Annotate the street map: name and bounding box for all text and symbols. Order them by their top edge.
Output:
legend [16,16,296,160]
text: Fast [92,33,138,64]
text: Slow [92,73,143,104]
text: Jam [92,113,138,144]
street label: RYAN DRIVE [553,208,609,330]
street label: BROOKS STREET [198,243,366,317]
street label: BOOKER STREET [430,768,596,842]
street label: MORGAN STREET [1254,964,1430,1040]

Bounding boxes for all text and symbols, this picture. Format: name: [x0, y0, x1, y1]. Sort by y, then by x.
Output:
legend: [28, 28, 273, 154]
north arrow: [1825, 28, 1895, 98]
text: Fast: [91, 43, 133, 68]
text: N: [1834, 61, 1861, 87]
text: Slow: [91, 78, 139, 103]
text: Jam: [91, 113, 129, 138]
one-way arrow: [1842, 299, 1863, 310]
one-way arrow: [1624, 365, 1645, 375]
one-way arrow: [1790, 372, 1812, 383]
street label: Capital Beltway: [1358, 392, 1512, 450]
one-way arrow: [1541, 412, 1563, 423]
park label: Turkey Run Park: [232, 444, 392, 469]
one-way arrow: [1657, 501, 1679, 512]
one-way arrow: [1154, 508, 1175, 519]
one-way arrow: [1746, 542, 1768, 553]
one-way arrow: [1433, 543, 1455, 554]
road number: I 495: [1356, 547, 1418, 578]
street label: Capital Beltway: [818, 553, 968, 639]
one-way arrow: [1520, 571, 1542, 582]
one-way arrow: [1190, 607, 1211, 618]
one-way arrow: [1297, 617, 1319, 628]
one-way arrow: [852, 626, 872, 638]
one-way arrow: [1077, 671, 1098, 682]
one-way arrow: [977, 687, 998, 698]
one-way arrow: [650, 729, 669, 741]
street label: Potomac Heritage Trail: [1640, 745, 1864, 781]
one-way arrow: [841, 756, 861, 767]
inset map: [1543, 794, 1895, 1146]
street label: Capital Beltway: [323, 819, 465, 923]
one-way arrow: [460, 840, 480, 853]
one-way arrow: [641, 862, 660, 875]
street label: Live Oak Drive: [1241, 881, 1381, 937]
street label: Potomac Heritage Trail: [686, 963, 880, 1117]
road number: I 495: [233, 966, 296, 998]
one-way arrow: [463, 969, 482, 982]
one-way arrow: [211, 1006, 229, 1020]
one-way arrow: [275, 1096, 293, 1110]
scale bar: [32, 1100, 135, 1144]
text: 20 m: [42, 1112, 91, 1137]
____
REQUIRED ACTION:
Within the records above, work out on how many lines the string "Beltway" appears, and give only that number.

COMPLETED TASK:
3